The NYC beer scene has grown so fast, I can’t remember the first time I tried Bridge and Tunnel. But I was immediately impressed. Tiger Eyes was one of the first beers I did try—owner Rich Castagna came on Beer Sessions Radio, then later for NYC Beer Week I visited his garage brewery for a photo shoot. You could tell the passion he has for his beer. Every piece of equipment he has hand-modified himself. For this, he actually puts whole hazelnuts in the beer which is tricky due to the fat that’s in the nuts. Rich had been working to find a new space and expand and he has signed a lease on a commercial space in Ridgewood, Queens.

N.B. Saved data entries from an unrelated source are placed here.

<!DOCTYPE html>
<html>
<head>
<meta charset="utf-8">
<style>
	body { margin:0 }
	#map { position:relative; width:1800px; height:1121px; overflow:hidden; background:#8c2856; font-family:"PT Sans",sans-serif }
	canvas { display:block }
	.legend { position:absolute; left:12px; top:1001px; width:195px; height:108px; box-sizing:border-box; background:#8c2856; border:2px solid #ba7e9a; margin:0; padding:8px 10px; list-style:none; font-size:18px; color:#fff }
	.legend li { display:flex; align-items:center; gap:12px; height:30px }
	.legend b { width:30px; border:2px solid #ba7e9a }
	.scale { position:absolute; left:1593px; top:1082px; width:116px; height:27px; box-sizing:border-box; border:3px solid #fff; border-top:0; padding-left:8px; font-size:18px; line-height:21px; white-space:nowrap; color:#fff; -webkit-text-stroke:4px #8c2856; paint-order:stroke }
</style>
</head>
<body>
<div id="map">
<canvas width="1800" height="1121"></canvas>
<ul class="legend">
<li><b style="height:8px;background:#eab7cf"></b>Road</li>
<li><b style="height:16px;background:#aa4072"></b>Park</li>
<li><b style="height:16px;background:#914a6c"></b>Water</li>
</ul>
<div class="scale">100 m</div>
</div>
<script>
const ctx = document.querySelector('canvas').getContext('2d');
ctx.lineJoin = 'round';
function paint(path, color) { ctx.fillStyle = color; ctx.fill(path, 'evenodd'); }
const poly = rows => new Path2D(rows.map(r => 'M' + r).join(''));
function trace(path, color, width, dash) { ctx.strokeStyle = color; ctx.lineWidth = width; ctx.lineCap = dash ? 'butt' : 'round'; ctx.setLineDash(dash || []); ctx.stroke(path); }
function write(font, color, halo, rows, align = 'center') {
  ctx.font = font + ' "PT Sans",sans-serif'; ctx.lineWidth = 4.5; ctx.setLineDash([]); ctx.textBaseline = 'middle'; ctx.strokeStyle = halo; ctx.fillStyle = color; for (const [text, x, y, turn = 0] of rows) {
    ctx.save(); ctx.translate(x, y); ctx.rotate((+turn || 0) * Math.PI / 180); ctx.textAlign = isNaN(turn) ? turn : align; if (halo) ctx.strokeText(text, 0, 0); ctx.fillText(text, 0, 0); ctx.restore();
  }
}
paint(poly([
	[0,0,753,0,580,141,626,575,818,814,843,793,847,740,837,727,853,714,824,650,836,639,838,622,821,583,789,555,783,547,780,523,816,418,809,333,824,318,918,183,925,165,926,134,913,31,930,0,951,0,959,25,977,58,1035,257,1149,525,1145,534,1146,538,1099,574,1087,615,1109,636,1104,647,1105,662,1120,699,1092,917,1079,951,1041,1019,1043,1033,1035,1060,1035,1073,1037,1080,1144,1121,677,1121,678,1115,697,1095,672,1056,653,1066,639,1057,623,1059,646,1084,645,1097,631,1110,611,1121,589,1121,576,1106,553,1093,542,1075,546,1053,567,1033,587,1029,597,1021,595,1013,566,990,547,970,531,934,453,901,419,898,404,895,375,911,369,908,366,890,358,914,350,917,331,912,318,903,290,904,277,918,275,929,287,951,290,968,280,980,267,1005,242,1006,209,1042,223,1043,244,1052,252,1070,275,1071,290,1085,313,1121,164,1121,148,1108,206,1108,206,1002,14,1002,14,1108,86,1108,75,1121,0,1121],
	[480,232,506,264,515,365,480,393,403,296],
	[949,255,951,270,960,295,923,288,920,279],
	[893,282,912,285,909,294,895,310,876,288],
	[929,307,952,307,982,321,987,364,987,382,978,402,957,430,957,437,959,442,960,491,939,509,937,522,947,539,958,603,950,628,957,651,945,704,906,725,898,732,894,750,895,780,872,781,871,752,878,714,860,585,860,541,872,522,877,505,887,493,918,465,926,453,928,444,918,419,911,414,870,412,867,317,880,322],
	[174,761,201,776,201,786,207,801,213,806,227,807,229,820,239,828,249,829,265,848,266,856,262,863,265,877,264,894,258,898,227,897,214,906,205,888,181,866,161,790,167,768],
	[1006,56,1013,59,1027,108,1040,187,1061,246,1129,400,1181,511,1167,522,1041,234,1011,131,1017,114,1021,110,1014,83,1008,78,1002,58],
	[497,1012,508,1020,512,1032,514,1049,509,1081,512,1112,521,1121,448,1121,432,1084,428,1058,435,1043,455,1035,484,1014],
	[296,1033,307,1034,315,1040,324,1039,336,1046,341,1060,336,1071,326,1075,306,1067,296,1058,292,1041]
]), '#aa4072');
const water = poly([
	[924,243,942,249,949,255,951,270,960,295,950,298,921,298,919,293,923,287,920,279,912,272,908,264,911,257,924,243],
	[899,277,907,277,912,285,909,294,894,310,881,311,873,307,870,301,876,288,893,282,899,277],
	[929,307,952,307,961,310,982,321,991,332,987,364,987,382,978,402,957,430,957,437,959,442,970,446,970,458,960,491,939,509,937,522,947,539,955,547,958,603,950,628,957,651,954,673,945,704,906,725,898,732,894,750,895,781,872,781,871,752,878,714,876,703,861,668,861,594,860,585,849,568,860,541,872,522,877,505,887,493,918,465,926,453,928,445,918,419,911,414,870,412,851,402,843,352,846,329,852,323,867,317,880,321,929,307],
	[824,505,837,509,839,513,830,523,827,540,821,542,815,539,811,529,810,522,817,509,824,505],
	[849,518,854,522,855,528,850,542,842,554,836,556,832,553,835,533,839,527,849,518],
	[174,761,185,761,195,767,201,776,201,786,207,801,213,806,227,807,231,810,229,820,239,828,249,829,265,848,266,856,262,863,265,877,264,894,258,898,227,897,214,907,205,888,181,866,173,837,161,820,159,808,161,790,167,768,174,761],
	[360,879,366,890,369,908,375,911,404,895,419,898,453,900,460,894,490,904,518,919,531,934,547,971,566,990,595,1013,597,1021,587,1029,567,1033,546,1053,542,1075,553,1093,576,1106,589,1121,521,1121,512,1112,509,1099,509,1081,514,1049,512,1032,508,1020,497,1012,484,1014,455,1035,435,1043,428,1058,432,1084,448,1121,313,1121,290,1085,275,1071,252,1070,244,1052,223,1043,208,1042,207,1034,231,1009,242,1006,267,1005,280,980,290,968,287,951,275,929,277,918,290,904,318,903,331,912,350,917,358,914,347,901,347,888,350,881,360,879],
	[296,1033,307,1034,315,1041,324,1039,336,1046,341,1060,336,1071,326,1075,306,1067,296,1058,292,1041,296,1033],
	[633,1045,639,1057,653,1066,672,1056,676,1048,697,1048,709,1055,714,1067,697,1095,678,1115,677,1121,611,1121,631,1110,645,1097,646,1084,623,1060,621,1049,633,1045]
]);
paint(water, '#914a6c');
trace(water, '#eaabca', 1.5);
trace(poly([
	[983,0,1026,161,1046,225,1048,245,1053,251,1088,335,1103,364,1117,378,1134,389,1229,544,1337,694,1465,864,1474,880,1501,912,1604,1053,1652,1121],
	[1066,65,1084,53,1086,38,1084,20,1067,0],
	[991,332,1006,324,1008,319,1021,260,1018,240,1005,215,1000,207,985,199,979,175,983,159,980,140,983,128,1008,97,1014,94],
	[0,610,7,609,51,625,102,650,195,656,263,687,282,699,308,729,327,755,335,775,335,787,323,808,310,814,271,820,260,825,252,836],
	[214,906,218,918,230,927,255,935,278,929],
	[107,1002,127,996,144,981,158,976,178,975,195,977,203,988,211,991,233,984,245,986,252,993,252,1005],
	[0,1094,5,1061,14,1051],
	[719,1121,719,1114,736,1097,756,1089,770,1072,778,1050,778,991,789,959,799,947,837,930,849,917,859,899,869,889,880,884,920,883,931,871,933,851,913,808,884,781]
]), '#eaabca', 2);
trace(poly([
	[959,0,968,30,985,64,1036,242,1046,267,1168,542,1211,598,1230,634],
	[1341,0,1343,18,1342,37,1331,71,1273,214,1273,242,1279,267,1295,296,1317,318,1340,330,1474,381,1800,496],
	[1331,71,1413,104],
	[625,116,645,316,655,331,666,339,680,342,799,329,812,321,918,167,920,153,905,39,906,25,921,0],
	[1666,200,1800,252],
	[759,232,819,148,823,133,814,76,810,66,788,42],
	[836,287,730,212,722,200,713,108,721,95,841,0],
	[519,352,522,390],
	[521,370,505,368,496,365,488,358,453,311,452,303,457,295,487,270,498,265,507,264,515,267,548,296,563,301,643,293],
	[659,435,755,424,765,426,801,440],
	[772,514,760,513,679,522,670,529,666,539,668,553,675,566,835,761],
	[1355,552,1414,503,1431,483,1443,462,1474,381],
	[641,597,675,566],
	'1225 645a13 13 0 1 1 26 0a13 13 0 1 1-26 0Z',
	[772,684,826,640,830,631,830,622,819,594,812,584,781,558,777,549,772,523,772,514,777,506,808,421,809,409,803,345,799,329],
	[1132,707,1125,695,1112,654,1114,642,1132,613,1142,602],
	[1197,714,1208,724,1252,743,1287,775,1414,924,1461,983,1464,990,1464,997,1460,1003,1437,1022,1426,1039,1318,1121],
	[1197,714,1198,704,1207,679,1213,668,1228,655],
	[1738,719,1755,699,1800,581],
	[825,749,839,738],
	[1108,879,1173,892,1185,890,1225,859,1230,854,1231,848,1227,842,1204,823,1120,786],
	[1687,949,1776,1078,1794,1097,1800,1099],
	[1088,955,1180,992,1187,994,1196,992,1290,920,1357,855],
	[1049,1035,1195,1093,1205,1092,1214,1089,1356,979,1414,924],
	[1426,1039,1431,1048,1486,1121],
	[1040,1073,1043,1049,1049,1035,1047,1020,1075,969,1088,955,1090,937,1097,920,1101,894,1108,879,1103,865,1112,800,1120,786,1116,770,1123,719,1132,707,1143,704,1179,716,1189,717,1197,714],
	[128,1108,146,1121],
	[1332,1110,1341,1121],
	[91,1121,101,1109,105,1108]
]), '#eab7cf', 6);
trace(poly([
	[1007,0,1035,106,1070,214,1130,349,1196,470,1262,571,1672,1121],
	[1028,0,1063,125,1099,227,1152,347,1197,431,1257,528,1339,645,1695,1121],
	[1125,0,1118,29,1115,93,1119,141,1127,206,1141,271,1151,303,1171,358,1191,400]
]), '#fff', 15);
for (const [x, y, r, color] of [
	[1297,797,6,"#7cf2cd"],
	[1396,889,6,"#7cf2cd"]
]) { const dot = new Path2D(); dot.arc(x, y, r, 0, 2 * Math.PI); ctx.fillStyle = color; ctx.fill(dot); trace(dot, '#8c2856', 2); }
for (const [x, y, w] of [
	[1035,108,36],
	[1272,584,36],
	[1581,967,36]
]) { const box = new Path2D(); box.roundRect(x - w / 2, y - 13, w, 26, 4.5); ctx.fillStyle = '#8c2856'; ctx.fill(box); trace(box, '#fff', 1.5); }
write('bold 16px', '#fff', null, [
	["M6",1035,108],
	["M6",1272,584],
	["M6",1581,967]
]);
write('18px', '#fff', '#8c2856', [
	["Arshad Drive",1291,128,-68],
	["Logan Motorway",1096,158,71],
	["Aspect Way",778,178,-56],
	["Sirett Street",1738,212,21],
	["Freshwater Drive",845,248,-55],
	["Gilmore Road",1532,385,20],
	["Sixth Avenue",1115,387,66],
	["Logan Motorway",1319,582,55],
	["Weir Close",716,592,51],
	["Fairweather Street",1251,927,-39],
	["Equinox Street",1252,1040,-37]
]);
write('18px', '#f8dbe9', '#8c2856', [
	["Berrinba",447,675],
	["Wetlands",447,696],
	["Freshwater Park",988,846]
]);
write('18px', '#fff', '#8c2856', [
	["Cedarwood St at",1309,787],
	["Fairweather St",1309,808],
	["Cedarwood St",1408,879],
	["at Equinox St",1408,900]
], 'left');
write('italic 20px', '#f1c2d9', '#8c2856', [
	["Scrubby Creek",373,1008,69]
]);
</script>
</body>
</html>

Good luck, sir: You are a true artisan. — Jimmy Carbone, owner of Jimmy’s No. 43 and founder of the Good Beer Seal 

Transmitter Brewing, F4 Brett Farmhouse Ale
ABV: 6.8%
Style: Brett Farmhouse Ale

For a farmhouse-inspired brewery, Transmitter couldn’t have picked a more industrial setting. It’s located beneath the Pulaski Bridge, right beside mega-polluted Newtown Creek. While the digs ain’t bucolic, Rob Kolb and Anthony Accardi’s Champagne-corked beers evoke the finer aspects of Belgium’s farmhouse brewing traditions. The duo deploy multiple strains of carefully sourced Brettanomyces, letting the wild yeast works its funky magic in beers like my favorite, F4. A trio of Brett strains are woven through the farmhouse ale, supplying it with tons of tropical fruit and a touch of funk. Give the beer a few months, and the beer will dry out and develop a complexity that, in the best way possible, recalls a barnyard. — Joshua M. Bernstein, author of The Complete Beer Course 

Gun Hill Brewing, Barrel Aged Void of Light
ABV: 7.9%
Style: Foreign/Export Stout

Eschewing the trend of barrel aging an imperial stout, Gun Hill’s brewmaster Chris Sheehan opted to store his export stout in bourbon barrels for six weeks. Redolent with notes of cocoa, espresso and vanilla, the luscious result deftly concealed any trace of alcoholic heat. I knew from the first sip when we tapped it on September 23 that it would vanish in no time; my suspicions were confirmed as the base beer received a gold medal at the Great American Beer Festival days later and the keg promptly kicked. Look for the next iteration, which will incorporate rum and rye whiskey barrel influences, at Barcade in 2015. — Brian Winget, beer manager of Barcade New York.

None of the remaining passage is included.